Supplied records Start Marker
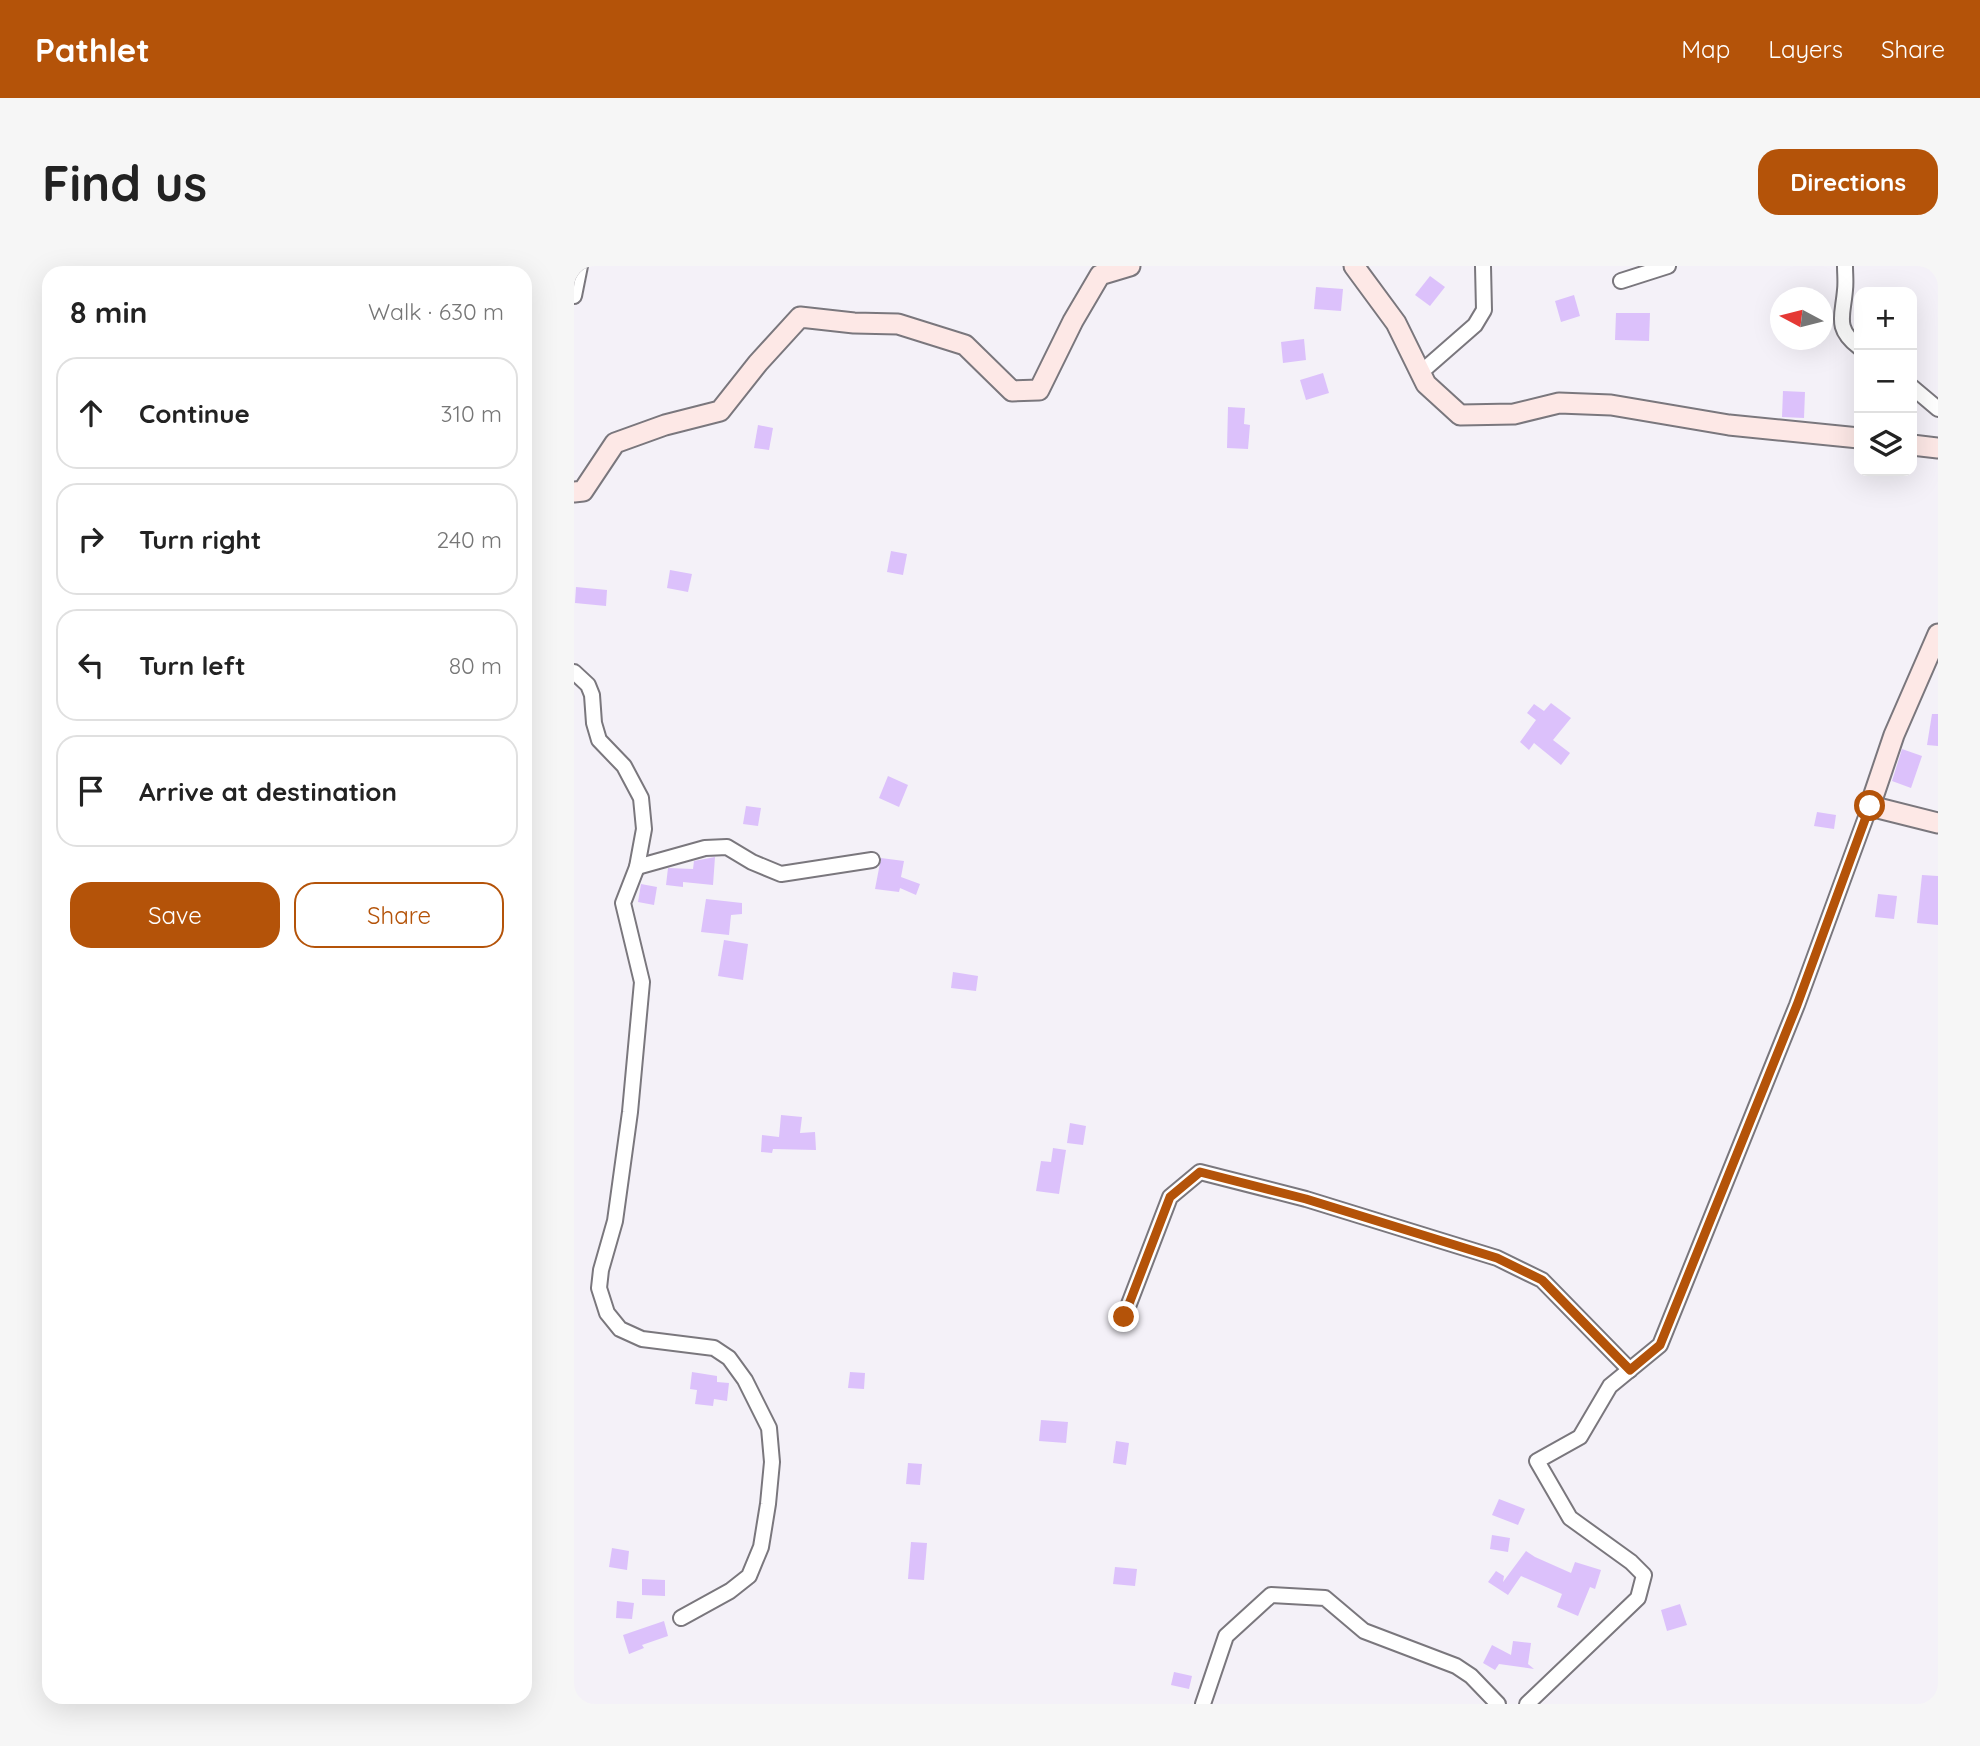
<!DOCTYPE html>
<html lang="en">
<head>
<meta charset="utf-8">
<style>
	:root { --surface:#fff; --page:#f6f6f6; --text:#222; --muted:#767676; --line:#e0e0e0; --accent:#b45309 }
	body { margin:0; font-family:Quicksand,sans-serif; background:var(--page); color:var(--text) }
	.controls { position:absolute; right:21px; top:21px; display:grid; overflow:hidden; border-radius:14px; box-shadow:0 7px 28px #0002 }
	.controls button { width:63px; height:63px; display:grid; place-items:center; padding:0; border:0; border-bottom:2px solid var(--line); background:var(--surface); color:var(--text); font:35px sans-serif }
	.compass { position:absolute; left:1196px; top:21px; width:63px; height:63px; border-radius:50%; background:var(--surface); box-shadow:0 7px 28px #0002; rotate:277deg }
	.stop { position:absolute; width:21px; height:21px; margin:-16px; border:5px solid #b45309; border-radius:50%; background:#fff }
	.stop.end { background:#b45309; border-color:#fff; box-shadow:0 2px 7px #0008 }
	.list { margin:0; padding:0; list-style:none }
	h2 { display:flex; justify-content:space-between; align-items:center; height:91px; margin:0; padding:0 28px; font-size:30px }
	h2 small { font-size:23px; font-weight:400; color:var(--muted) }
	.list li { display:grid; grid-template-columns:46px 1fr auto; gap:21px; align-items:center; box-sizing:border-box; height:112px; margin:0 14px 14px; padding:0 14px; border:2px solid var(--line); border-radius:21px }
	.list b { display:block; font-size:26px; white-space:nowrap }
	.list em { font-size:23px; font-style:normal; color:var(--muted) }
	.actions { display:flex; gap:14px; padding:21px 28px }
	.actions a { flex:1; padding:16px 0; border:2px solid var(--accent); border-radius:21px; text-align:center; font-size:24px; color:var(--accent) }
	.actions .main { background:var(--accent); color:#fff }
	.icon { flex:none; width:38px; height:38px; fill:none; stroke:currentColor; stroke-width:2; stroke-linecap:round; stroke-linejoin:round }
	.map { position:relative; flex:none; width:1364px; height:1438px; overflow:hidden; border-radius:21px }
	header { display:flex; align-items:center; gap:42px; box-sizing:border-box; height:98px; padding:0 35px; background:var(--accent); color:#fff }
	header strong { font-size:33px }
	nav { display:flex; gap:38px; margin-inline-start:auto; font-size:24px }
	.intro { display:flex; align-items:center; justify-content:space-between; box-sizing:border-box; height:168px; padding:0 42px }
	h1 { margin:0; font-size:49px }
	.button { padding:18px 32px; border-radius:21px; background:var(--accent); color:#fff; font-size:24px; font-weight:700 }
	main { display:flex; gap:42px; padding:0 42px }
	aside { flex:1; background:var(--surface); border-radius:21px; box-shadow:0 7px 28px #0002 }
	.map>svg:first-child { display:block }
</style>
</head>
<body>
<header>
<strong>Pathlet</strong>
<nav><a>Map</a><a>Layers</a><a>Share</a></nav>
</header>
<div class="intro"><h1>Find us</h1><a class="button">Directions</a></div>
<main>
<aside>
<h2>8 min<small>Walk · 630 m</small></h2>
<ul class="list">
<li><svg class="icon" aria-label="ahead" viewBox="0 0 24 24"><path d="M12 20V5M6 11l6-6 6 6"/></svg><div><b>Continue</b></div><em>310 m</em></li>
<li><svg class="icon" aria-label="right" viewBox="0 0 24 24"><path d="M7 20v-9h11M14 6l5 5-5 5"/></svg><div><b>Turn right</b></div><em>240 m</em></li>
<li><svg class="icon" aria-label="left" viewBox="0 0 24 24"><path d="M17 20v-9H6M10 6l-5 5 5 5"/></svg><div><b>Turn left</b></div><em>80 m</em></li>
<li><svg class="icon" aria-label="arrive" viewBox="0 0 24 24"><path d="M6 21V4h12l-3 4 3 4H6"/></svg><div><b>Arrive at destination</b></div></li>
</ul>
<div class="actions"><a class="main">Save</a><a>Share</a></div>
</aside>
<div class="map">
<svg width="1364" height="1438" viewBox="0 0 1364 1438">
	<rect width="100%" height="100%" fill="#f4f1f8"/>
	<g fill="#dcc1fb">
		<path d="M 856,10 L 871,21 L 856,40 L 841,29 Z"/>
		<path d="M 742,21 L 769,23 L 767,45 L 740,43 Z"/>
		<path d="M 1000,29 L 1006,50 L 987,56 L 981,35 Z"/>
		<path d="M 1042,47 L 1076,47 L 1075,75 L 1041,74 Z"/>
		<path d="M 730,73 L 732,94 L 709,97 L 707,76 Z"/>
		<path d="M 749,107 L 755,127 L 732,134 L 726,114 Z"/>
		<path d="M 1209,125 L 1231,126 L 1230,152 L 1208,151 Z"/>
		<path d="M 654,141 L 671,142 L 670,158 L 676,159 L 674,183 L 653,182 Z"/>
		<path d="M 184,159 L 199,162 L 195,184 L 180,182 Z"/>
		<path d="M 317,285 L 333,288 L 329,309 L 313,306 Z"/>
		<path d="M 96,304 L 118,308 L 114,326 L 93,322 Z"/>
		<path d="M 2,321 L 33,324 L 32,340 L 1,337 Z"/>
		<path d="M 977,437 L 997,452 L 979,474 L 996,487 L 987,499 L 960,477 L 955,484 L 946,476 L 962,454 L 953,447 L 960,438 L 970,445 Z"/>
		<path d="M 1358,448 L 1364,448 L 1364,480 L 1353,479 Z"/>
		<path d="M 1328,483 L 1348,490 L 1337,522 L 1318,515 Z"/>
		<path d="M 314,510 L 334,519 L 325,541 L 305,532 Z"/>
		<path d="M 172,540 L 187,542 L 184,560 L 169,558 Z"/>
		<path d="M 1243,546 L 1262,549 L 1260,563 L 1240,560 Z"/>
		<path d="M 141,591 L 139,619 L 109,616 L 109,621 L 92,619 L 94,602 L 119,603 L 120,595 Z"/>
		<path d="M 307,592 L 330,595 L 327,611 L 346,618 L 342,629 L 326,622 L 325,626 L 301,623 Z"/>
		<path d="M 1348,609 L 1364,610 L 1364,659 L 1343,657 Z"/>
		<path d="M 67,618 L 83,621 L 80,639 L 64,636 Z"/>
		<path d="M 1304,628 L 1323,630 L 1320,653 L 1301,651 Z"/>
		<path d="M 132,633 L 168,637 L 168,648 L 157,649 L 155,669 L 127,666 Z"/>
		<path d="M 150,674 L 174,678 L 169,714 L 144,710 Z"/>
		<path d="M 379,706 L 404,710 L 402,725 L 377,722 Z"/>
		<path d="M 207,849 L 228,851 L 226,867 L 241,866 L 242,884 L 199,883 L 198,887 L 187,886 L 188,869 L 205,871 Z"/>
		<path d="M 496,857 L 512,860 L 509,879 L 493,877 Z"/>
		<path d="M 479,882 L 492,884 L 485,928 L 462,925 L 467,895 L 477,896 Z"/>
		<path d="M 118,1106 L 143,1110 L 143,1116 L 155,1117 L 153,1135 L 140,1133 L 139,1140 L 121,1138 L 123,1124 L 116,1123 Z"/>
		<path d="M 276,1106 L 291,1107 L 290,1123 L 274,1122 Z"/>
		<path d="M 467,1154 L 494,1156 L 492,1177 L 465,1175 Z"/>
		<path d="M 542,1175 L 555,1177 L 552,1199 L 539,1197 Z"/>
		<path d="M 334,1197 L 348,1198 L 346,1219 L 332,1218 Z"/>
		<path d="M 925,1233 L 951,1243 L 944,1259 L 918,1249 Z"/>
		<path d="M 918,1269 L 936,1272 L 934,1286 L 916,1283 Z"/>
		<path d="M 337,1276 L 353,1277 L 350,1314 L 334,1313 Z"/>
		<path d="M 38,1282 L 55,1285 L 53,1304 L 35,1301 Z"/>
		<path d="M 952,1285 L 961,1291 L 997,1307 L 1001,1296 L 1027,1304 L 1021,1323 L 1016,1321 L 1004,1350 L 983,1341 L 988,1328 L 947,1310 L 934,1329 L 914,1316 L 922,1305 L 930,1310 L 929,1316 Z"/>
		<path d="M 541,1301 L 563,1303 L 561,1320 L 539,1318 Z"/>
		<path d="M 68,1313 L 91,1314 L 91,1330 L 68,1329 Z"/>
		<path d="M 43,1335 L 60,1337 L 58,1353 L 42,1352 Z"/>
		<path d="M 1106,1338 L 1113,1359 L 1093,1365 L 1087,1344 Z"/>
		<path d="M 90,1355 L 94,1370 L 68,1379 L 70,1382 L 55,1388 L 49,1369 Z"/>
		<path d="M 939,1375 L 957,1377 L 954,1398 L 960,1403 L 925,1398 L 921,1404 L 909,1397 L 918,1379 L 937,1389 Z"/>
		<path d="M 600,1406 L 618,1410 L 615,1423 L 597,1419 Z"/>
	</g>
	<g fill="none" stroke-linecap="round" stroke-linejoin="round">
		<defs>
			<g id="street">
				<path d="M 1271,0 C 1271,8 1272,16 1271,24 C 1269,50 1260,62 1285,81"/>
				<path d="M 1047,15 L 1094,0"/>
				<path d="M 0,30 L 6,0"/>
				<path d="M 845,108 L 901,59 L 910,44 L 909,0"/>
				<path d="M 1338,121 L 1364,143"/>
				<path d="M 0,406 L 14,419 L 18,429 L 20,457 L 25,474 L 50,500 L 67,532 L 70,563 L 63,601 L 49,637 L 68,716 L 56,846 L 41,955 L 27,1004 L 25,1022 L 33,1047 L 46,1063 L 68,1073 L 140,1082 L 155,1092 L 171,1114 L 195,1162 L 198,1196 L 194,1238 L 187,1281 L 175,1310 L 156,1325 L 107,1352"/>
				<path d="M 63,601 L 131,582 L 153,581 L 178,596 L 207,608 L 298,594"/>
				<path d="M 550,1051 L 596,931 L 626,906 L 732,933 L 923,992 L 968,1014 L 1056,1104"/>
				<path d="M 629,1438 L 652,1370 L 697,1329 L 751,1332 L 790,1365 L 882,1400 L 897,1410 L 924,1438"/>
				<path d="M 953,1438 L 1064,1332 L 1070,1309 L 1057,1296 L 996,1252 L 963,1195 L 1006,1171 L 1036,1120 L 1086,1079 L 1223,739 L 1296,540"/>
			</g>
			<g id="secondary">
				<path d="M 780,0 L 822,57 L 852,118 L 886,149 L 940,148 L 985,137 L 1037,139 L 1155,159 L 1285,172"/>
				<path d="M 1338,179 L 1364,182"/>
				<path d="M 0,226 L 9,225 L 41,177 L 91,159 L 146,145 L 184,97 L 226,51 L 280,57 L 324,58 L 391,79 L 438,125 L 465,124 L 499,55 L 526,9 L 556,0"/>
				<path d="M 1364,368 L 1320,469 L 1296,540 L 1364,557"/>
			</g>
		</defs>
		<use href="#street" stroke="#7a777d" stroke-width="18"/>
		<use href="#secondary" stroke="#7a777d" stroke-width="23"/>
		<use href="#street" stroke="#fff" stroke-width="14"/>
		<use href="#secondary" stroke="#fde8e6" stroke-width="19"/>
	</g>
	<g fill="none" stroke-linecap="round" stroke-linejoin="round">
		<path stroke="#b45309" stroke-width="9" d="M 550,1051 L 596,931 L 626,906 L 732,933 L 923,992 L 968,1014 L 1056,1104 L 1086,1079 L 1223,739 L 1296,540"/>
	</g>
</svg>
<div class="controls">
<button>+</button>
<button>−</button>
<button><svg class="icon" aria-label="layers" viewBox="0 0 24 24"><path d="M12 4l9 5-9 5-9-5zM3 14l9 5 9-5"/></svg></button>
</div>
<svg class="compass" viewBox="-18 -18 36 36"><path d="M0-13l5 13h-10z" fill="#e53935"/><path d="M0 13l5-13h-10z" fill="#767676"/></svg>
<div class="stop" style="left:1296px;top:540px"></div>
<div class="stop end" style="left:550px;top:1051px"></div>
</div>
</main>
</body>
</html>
Supplied records End Marker
• What is needed
Nothing but the lines above from the one containing "background:#b45309; border-color:#fff; box-shadow:0" through the one containing "display:flex; gap:14px; padding:21px" should appear in the answer, each repeated exactly.

• Response to this task
	.stop.end { background:#b45309; border-color:#fff; box-shadow:0 2px 7px #0008 }
	.list { margin:0; padding:0; list-style:none }
	h2 { display:flex; justify-content:space-between; align-items:center; height:91px; margin:0; padding:0 28px; font-size:30px }
	h2 small { font-size:23px; font-weight:400; color:var(--muted) }
	.list li { display:grid; grid-template-columns:46px 1fr auto; gap:21px; align-items:center; box-sizing:border-box; height:112px; margin:0 14px 14px; padding:0 14px; border:2px solid var(--line); border-radius:21px }
	.list b { display:block; font-size:26px; white-space:nowrap }
	.list em { font-size:23px; font-style:normal; color:var(--muted) }
	.actions { display:flex; gap:14px; padding:21px 28px }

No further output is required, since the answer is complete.